_TASK OBJECTIVE:_ Copy every record exactly.
----
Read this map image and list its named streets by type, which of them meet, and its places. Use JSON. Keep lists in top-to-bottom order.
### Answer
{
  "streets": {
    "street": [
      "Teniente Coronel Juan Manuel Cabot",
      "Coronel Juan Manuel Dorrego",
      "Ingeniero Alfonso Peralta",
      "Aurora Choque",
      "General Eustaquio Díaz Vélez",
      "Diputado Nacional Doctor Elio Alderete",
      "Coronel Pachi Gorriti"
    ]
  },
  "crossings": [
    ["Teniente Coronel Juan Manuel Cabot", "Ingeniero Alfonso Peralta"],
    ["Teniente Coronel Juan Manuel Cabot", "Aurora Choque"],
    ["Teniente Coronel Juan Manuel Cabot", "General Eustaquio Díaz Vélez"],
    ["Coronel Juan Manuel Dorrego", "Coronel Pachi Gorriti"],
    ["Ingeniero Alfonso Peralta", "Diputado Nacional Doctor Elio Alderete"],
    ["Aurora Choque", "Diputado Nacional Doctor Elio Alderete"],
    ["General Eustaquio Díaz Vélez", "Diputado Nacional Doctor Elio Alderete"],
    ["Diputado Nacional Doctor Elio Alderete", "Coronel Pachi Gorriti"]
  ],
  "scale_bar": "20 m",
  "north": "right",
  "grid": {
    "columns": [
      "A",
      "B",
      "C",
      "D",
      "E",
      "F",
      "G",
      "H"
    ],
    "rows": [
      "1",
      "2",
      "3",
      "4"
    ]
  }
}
----
_REPLY:_
Read this map image and list its named streets by type, which of them meet, and its places. Use JSON. Keep lists in top-to-bottom order.
### Answer
{
  "streets": {
    "street": [
      "Teniente Coronel Juan Manuel Cabot",
      "Coronel Juan Manuel Dorrego",
      "Ingeniero Alfonso Peralta",
      "Aurora Choque",
      "General Eustaquio Díaz Vélez",
      "Diputado Nacional Doctor Elio Alderete",
      "Coronel Pachi Gorriti"
    ]
  },
  "crossings": [
    ["Teniente Coronel Juan Manuel Cabot", "Ingeniero Alfonso Peralta"],
    ["Teniente Coronel Juan Manuel Cabot", "Aurora Choque"],
    ["Teniente Coronel Juan Manuel Cabot", "General Eustaquio Díaz Vélez"],
    ["Coronel Juan Manuel Dorrego", "Coronel Pachi Gorriti"],
    ["Ingeniero Alfonso Peralta", "Diputado Nacional Doctor Elio Alderete"],
    ["Aurora Choque", "Diputado Nacional Doctor Elio Alderete"],
    ["General Eustaquio Díaz Vélez", "Diputado Nacional Doctor Elio Alderete"],
    ["Diputado Nacional Doctor Elio Alderete", "Coronel Pachi Gorriti"]
  ],
  "scale_bar": "20 m",
  "north": "right",
  "grid": {
    "columns": [
      "A",
      "B",
      "C",
      "D",
      "E",
      "F",
      "G",
      "H"
    ],
    "rows": [
      "1",
      "2",
      "3",
      "4"
    ]
  }
}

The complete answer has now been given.